Sunday, June 17, 2007

If We All Just Made More Money

It looks like I found someone who is more paranoid than I am:

The actual truth is that raising the minimum wage is the most shameful "achievement" of any Congress in the last forty years. The reason that I make this highly-inflammatory and rudely derogatory statement is threefold:

1) Congress's own continual, irresponsible expansion of government, by deficit-spending the excess money and credit (monetary inflation) created by the Federal Reserve, is what produced the inflation in prices that "necessitated" the increase in the minimum wage,

2) it is the culmination of 94 years of gathering the most profound, incontrovertible actual proof that the Federal Reserve cannot be trusted to maintain the value of the fiat dollar because the dollar's buying power has gone down, and down, and down the whole freaking time since the Fed was established in 1913, and the dollar now has a lousy 3% of its original purchasing power left, and yet not one damned Congress has done one damned thing to require the Fed to do anything different in the whole 94 years, and

3) because I enjoy being contemptuous and sarcastically rude to people who are being trusted to know better and act better, but don't.

A quick way to tell if someone has a grasp on economic issues is to ask them for their stance on minimum wage. If they say they want it to be higher they likely don't understand free markets--or simply despise them, which is at least more honest. Raising the minimum wage might be a good PR move since most Americans, having been educated in government run schools, lack the insight to realize the futility of such a gesture, but futile it is.

In ten years we'll again be forced to endure some liberal pontificating about how if only we raise the minimum wage, poor people will be able to afford things. What these simpletons fail to appreciate is the extent that modifying one aspect of a system changes the system as a whole. Like Heisenberg and his atom, we can't measure speed without losing position and vice versa, except that when it comes to vaguely free markets we can determine how the model will react based on some simple rules as well as historical precedent. Hence raising the minimum wage invariably causes inflation; it does absolutely nothing to reduce poverty, either in extent or in number of cases.

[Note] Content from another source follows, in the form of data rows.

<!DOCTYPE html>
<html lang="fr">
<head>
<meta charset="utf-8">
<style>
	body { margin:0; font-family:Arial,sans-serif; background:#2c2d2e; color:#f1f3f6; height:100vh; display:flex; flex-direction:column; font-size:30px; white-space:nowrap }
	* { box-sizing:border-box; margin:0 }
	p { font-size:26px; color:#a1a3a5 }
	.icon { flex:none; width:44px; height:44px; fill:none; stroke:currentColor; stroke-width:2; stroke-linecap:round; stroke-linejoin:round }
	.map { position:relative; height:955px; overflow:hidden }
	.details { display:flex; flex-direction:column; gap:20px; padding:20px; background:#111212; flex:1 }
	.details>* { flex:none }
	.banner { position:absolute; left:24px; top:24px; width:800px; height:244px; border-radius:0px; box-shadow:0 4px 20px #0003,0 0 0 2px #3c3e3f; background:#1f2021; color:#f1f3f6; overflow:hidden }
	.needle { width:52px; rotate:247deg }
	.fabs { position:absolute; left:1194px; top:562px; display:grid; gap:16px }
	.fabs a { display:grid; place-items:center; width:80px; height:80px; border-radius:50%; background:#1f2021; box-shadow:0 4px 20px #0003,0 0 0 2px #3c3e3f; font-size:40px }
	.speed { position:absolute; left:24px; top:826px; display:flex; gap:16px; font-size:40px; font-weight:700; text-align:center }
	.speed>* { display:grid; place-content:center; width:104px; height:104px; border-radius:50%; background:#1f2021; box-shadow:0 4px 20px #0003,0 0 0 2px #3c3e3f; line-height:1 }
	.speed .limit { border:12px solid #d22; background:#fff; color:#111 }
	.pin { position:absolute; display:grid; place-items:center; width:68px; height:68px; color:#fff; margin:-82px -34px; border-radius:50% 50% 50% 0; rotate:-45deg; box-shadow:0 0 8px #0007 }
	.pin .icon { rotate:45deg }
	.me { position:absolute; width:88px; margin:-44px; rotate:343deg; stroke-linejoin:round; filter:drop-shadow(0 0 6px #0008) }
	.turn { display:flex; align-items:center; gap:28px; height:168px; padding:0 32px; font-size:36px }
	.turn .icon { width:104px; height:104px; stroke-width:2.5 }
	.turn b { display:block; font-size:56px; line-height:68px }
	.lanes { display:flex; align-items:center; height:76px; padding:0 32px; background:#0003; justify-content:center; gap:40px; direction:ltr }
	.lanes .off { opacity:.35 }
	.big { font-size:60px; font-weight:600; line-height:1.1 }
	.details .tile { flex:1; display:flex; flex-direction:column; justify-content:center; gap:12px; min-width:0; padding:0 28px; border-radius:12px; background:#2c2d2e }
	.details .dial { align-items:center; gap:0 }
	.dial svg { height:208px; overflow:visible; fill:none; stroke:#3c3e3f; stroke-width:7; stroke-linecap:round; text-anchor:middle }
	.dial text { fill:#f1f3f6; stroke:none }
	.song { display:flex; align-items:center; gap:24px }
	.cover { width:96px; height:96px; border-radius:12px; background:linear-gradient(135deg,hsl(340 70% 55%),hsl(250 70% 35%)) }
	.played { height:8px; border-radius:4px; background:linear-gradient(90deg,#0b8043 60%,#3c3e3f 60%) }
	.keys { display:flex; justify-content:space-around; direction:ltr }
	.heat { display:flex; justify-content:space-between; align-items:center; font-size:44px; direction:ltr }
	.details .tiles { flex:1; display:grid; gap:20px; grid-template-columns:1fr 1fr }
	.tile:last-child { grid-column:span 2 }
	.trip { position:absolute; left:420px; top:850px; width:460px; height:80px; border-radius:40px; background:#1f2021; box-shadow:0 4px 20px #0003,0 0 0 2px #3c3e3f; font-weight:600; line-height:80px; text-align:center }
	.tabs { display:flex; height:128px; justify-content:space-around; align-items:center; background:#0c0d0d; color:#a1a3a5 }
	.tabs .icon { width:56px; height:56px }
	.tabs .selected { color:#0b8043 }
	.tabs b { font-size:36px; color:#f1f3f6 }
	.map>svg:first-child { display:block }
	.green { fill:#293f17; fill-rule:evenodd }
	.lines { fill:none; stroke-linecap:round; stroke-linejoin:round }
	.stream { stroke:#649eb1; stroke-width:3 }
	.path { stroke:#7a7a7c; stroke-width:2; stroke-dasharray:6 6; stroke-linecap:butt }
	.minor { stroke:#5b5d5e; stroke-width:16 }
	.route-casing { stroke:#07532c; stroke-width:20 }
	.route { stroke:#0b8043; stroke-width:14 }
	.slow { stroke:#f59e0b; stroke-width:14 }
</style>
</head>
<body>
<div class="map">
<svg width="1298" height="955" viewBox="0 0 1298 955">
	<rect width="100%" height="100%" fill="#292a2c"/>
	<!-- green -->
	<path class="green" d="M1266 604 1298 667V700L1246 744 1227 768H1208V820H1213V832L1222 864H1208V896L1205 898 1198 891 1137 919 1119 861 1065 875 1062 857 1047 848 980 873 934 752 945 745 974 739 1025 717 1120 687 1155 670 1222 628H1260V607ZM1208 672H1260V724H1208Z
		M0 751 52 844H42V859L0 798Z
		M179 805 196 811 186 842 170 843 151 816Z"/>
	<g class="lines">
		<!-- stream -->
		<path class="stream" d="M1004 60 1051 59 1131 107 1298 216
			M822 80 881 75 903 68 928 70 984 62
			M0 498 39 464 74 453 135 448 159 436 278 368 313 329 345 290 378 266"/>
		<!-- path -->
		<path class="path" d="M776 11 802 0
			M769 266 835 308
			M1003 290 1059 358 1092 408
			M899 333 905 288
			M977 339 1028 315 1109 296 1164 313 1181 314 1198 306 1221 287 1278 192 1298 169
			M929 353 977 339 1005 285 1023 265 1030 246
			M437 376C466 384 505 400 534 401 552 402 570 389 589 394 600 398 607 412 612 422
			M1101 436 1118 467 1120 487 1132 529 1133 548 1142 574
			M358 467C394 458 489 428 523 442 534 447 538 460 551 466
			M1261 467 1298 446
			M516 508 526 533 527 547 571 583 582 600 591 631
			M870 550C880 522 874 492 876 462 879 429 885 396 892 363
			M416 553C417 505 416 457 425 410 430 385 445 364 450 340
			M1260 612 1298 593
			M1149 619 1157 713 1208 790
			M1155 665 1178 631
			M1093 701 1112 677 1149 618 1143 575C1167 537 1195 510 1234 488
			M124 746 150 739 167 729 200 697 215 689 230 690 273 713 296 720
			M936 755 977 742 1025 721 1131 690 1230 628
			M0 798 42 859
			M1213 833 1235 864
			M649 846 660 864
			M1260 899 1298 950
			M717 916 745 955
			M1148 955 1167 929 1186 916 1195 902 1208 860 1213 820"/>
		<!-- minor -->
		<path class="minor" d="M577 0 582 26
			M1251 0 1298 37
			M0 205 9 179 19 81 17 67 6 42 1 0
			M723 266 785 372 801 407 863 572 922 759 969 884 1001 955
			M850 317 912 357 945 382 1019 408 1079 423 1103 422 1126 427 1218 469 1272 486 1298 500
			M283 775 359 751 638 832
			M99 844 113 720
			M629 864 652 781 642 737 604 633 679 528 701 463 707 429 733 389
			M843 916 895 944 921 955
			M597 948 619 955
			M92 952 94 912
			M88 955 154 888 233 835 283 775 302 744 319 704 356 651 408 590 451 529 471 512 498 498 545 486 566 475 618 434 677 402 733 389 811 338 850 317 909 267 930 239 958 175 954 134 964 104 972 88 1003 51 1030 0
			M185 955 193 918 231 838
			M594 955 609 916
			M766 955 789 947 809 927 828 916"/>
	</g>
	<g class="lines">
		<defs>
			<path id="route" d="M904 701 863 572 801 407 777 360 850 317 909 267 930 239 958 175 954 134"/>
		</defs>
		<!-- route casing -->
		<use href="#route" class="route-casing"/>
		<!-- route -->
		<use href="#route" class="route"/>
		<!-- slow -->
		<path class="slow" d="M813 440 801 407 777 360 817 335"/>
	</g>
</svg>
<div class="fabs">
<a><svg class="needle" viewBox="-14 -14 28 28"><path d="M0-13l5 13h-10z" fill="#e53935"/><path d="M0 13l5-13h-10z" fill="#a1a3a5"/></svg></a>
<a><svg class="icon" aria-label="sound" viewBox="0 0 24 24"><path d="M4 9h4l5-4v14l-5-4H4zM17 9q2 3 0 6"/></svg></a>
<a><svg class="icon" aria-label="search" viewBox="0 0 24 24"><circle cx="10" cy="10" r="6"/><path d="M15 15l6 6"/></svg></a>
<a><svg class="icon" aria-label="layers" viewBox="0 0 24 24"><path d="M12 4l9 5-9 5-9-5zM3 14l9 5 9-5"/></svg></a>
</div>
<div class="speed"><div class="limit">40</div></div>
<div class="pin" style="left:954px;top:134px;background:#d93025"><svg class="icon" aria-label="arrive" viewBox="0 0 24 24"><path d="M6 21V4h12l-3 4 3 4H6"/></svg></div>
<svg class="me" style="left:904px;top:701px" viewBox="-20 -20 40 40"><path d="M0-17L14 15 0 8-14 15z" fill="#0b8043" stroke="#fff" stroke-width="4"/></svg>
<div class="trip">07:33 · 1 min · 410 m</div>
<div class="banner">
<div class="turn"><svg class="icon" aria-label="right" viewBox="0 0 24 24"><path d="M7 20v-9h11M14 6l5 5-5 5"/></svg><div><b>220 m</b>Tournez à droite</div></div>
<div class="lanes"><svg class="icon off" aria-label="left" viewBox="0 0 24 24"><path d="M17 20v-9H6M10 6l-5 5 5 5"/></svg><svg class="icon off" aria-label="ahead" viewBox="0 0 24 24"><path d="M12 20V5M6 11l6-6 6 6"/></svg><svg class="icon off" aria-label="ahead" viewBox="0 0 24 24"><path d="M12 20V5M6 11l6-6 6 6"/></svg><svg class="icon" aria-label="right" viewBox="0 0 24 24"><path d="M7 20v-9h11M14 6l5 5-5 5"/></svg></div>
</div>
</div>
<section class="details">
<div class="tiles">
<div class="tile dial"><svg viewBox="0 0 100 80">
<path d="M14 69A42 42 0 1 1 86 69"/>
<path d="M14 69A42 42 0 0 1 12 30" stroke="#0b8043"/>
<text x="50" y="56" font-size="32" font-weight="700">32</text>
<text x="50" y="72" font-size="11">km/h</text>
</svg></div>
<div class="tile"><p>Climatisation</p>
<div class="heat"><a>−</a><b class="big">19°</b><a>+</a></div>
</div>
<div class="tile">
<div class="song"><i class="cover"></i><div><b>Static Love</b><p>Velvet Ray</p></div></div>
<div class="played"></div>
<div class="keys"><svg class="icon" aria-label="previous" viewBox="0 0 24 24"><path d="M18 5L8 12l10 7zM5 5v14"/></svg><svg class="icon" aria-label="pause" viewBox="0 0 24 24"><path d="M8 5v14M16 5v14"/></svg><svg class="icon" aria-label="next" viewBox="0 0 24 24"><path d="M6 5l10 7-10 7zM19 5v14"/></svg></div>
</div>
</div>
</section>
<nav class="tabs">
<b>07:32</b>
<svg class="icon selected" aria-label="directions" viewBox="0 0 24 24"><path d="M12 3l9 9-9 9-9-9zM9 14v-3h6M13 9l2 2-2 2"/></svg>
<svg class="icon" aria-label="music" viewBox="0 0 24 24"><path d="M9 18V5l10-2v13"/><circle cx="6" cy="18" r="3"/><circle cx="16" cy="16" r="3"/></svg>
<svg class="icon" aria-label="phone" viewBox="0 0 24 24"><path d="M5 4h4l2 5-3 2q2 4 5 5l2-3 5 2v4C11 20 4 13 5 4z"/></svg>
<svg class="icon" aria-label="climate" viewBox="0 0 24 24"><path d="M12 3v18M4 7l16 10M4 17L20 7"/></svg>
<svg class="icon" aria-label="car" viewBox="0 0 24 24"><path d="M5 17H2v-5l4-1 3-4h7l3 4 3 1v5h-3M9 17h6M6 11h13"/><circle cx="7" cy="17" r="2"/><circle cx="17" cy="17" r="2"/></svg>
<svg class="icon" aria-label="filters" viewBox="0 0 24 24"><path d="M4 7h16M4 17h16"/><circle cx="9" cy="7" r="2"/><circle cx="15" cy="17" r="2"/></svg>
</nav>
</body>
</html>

Like the nonsensical War on Terror, the War on Poverty will always fail to achieve its object. And, again similarly, this seems to make little sense until you realize that these Wars aren't about defeating anything. Perpetual war is good for the State, and the best way to ensure a never-ending fight is to make one's object vaguely defined, and victory unachievable.

That the dollar has lost 97% of its value in just over ninety years sounds discouraging, and to a large extent it is. However, it took France less than five years to destroy their currency during their ill-fated Revolution. Early Americans were similarly mis-fortunate: one seldom deals in Continentals any more. I can't claim surprise that the American dollar is rapidly reaching the level of worthlessness, though I am a bit amazed it has taken so long.

The lesson, as always: giving power to the government is tremendously foolhardy. And, as the Mogambo Guru points out, it might not be a bad idea to invest in gold and other precious metals.

1 comment:

Doom said...

Though I really agree with you regarding raising the minimum wage as a means of combating poverty in that it cannot work. I am not sure about the deflation of the dollar as a Feds based problem. I guess I would have to see a system that does work. Sure, I realize the Swiss maintain, for the most part, their coin of the realm's value, but at what price? They refused to deny Nazis, Communists, dictators of various flavors worldwide, or show any morality whatsoever. Perhaps taking gold teeth and smelting them? As well, should we have lost WWII, what exactly would neutrality have gained them?

No other nation I have seen manages it's money half so well than ourselves, other than Switzerland. And, I realize, though the dream here is equality, it isn't a guarantee. The rich will and do affect the economy to their favor, and should that fail they will find a way to capitalize on the new paradigm or become middle class or poor.

Are you saying the government should guarantee fiscal equality? Are you saying we should decentralize the Fed? What are you offering to replace it? These aren't doubts, merely questions.

Beside that, one thing I have noted with inflation is that it isn't truly a problem unless it happens very quickly. If I am paid a quarter an hour and a house costs thirty seven thousand two hundred fifty dollars, then nearly a century later, I make $15 an hour and a house costs a hundred twent five thousand dollars, I am ahead of my great great great great grandparents. And, to be honest, we are. The other trick I have noticed is that as coin is split down, it becomes much more of a flexible spending tool.

Oh, hey, I was wondering if you wouldn't consider dropping the verification. If you start getting weird hits, you could always set up so that you approve the posts first or reinstitute the sign in. Just more thoughts from the grumpy side.